State how many lines in these records contain the word "hidden", and nothing else.
== Given data ==
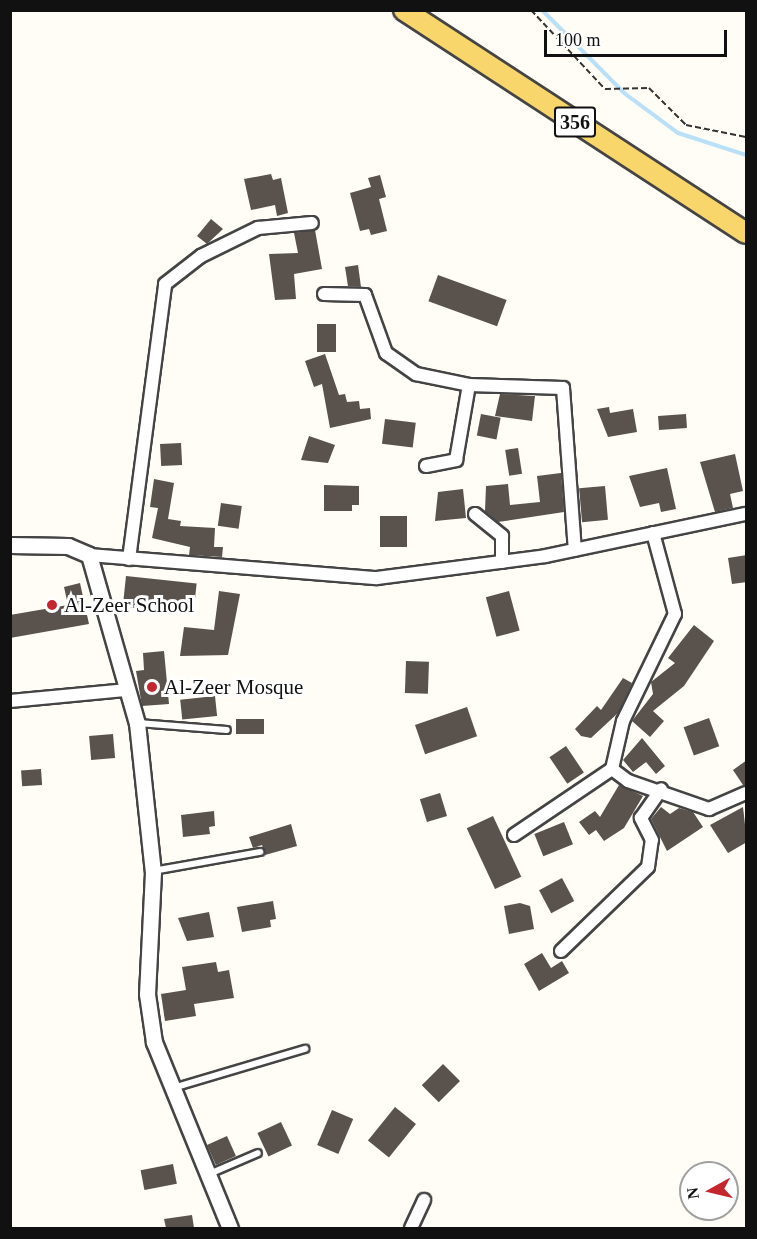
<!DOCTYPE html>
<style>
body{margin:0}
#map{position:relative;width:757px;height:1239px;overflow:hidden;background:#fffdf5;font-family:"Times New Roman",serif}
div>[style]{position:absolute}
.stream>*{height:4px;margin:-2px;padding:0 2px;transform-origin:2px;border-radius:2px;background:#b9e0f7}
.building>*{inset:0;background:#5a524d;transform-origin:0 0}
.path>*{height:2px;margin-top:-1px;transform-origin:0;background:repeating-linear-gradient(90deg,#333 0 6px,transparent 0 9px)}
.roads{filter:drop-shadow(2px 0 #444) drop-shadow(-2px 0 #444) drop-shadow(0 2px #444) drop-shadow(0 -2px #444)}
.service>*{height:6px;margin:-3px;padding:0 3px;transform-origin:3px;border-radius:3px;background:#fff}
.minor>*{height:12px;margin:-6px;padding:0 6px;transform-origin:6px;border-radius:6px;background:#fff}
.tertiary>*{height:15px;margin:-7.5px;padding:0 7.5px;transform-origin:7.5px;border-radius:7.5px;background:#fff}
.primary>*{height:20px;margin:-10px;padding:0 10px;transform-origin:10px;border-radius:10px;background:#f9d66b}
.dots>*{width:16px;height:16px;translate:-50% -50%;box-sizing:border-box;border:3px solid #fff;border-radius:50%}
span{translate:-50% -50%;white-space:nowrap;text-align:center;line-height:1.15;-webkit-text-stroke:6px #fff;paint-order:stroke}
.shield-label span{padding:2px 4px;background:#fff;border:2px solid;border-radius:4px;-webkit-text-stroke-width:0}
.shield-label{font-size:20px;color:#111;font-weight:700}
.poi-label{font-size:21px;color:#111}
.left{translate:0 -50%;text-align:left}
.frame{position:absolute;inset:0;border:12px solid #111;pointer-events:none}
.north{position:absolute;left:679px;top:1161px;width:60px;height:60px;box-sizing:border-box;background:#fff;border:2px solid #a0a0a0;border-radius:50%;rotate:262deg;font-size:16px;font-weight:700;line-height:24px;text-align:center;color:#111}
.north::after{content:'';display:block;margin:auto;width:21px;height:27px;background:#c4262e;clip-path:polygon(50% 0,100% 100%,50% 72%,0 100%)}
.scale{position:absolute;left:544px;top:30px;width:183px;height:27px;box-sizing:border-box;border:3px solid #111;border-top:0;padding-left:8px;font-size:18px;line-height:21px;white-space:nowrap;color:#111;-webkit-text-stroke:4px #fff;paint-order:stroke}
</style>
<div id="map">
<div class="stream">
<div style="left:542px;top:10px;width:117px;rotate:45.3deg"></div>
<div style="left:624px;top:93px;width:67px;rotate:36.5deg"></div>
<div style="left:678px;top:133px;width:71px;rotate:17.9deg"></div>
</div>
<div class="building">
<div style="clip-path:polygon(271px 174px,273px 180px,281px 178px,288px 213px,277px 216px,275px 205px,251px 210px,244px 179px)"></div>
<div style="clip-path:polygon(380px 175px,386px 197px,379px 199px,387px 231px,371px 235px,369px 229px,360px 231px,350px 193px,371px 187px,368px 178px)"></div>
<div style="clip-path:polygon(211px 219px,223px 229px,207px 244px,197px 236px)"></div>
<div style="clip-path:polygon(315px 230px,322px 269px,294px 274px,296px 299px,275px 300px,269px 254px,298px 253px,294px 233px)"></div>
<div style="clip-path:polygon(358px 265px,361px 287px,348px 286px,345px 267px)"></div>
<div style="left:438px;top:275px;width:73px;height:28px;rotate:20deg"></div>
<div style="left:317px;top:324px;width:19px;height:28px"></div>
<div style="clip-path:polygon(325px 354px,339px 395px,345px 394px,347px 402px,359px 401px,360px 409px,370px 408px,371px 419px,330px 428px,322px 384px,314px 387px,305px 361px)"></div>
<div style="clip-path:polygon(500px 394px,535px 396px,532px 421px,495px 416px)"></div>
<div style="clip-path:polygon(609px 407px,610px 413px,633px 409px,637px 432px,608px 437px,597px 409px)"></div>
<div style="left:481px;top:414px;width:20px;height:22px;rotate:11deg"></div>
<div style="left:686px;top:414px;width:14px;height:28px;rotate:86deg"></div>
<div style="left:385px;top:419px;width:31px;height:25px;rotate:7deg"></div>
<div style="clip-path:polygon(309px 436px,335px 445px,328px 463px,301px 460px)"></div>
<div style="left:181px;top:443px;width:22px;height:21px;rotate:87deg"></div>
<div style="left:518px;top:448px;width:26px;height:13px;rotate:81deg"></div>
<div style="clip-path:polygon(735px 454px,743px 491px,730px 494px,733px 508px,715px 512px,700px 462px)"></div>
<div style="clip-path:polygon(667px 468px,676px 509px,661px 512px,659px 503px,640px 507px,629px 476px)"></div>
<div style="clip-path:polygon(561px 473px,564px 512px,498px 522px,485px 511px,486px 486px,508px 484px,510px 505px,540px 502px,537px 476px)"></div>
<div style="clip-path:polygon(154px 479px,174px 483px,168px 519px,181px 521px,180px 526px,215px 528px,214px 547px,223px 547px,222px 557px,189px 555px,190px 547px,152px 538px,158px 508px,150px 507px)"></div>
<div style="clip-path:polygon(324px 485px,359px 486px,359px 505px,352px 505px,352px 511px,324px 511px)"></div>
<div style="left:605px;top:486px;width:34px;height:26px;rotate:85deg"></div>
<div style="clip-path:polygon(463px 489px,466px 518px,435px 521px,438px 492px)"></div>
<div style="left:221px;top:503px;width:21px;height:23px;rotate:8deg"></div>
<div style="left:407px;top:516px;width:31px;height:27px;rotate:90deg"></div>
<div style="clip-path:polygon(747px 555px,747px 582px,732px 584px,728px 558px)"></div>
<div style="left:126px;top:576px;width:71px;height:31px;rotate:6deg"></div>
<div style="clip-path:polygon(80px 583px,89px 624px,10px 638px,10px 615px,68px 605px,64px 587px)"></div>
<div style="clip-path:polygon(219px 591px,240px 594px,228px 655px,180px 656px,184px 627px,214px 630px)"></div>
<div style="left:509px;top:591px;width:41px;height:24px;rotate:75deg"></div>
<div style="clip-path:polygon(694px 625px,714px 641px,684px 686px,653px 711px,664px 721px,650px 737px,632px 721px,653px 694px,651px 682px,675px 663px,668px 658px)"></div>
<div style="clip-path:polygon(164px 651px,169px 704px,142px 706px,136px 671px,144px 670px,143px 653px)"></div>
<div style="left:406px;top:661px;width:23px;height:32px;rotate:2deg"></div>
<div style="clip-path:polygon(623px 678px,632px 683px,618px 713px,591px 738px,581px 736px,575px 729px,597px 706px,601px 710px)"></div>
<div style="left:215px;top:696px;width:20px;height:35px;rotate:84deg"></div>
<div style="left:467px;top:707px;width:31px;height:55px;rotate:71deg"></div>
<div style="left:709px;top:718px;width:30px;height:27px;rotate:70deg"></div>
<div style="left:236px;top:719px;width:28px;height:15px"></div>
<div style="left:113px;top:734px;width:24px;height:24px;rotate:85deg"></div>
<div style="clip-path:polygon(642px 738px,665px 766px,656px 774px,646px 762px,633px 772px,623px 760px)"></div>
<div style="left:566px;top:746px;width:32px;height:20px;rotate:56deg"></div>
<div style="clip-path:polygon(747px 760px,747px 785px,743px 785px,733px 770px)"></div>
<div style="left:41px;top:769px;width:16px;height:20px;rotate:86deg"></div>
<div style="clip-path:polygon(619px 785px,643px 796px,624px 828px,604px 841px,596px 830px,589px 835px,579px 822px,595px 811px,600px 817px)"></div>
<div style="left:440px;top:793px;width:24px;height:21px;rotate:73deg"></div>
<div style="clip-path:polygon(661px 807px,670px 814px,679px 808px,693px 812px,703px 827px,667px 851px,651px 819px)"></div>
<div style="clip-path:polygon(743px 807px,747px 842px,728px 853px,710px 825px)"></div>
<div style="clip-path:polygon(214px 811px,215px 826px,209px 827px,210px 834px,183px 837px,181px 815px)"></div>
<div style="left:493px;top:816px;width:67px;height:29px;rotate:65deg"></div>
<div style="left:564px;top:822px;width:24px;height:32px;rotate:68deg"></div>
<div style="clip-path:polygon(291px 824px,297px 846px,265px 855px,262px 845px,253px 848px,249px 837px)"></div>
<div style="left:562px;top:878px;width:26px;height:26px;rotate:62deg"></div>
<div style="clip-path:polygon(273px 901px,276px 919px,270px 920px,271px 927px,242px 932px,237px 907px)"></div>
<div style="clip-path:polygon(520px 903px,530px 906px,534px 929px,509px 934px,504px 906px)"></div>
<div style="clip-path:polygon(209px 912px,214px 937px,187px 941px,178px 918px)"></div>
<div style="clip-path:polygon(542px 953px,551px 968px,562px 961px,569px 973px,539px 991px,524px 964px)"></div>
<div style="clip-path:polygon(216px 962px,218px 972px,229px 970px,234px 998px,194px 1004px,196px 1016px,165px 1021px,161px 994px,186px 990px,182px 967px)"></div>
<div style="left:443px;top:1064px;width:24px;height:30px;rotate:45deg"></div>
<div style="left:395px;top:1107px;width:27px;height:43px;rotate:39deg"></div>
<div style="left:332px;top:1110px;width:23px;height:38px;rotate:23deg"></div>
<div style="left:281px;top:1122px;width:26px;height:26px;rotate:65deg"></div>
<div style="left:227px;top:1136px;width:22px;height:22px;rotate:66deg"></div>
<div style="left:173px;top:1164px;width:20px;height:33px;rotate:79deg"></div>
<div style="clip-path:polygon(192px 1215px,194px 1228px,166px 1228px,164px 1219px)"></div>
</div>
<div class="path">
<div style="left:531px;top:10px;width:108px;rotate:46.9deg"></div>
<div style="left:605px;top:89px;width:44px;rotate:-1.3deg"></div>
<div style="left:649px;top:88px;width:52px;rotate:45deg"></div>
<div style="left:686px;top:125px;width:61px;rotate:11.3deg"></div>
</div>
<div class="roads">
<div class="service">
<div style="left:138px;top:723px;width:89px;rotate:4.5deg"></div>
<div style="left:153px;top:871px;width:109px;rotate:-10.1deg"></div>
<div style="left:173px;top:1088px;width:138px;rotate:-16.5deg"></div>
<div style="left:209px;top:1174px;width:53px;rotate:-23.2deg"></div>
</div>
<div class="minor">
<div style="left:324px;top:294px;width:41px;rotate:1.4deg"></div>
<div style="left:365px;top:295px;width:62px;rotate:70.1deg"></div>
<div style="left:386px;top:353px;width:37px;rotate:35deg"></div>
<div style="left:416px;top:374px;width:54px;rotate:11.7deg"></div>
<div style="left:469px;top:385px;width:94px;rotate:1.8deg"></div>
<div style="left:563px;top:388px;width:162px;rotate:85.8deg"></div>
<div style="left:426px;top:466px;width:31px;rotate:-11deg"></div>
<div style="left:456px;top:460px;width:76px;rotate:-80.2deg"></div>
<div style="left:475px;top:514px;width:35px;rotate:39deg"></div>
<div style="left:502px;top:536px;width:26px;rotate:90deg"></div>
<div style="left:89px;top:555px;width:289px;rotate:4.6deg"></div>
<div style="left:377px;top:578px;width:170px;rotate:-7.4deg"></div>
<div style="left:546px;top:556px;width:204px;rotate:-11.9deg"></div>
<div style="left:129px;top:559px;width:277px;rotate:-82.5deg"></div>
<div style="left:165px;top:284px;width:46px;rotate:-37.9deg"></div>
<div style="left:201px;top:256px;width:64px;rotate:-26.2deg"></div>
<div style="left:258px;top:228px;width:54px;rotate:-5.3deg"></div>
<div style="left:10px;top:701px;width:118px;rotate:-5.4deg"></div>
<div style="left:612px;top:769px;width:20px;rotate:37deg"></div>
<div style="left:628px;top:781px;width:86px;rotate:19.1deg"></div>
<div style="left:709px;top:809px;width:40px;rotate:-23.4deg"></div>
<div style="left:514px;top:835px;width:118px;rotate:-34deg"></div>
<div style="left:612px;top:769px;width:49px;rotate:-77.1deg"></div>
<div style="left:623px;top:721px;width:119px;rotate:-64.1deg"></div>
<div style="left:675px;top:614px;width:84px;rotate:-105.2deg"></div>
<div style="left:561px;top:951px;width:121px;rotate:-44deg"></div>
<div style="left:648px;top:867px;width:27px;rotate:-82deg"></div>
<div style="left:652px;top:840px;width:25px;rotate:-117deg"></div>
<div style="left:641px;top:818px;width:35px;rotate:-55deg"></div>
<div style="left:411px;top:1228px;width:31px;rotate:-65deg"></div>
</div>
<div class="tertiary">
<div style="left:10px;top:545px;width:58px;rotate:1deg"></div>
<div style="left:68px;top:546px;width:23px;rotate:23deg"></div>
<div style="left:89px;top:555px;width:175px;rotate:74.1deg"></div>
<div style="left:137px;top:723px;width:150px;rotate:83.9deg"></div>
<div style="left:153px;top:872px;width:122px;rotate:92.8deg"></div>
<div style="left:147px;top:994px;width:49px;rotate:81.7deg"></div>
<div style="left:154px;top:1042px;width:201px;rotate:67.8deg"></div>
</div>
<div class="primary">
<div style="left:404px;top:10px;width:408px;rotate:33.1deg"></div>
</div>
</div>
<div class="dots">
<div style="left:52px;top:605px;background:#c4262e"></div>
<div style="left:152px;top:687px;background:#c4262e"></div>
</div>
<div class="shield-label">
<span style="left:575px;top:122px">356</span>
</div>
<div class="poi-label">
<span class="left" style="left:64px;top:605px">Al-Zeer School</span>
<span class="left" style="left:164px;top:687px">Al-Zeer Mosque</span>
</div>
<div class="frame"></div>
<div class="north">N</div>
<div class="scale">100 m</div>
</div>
===
== Given data ==
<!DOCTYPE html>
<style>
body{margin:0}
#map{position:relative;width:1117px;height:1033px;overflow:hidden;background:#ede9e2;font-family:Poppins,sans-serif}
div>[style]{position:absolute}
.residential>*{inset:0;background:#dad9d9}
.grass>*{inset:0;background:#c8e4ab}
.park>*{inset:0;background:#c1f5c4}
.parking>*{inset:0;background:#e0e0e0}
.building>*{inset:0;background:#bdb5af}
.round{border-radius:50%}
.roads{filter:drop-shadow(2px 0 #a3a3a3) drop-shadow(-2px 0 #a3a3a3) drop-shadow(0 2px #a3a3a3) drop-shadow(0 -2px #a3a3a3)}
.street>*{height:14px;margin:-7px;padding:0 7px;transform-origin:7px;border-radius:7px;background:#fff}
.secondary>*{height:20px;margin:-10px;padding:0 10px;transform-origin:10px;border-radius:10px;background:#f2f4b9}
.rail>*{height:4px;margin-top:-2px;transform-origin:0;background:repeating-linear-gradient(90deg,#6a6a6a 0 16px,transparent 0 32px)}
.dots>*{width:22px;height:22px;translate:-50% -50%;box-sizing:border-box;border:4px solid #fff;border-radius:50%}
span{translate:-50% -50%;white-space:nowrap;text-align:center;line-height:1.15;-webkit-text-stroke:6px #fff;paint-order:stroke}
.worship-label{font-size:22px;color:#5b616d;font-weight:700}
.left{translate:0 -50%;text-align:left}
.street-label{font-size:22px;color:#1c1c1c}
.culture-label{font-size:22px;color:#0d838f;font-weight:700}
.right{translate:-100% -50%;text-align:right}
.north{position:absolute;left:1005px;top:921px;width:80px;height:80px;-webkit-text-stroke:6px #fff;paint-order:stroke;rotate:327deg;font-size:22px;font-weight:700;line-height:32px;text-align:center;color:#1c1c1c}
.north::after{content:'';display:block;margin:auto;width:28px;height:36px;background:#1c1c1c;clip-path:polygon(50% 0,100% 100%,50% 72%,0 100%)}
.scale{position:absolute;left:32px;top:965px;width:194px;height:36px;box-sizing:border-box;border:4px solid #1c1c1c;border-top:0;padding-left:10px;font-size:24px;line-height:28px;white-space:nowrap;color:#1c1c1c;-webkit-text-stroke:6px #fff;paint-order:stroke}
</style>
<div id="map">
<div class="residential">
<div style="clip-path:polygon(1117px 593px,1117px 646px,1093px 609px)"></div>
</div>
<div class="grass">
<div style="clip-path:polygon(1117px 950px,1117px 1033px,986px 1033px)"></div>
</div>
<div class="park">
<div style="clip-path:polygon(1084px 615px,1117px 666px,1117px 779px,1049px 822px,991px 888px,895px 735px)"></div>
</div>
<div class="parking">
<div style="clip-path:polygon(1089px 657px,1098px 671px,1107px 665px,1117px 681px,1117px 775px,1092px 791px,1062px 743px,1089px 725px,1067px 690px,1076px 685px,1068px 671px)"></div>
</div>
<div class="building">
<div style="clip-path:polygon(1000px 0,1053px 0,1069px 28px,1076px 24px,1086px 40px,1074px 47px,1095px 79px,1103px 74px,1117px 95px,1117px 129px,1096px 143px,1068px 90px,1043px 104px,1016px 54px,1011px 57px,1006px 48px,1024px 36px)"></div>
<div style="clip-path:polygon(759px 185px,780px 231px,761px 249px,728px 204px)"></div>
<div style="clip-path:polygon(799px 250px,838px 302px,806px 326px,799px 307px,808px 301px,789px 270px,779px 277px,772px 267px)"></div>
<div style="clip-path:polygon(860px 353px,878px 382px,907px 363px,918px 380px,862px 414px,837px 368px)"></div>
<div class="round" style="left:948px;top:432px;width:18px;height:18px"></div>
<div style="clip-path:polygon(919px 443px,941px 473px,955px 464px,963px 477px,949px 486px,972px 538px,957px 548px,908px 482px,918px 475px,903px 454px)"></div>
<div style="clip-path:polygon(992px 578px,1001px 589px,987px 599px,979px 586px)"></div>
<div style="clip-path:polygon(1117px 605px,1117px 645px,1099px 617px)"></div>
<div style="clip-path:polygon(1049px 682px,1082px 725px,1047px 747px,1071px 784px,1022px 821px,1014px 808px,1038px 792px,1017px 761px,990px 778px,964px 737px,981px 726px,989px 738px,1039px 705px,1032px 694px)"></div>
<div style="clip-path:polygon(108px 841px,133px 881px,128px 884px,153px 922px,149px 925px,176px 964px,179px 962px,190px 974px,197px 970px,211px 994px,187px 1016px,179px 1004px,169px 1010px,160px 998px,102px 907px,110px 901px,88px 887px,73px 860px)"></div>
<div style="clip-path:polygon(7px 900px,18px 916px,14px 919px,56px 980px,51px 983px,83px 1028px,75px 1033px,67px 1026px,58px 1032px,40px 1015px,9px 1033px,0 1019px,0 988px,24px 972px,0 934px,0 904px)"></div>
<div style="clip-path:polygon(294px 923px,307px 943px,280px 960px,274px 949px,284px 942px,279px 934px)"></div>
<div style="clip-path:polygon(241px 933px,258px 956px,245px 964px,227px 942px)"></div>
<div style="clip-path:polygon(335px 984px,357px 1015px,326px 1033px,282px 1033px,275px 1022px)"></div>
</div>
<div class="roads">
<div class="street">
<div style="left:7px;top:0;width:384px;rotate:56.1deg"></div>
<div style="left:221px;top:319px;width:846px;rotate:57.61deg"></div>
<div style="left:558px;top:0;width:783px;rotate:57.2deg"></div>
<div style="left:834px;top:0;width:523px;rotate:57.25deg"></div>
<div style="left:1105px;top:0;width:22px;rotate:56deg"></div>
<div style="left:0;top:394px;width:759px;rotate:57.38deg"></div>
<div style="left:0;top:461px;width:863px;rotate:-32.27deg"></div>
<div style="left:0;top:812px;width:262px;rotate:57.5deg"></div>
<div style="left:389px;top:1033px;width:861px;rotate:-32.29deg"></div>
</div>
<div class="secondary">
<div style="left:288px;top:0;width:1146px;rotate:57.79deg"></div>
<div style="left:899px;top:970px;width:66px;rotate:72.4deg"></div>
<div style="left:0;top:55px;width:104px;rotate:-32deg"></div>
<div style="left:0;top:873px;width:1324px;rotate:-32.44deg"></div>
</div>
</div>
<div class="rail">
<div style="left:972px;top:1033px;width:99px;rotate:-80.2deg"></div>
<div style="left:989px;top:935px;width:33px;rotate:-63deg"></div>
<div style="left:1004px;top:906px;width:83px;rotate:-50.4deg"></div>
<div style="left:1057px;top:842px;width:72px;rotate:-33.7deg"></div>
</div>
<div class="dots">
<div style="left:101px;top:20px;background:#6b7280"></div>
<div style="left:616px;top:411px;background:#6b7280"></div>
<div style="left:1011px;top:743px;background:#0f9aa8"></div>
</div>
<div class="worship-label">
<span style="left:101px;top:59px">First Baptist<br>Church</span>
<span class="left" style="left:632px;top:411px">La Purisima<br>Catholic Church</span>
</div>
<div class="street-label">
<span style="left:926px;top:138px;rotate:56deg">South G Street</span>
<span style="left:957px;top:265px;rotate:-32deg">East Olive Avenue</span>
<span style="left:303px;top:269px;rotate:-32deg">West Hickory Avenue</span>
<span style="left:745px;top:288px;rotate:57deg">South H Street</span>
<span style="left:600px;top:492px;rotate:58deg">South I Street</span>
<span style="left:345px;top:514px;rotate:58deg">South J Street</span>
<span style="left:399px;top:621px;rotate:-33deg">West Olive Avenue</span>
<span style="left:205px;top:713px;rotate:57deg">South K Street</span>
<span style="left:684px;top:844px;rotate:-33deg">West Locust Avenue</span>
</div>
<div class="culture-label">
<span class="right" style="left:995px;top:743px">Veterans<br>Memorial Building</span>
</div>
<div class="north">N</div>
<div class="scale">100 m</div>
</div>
===
[Solution for this exercise] 2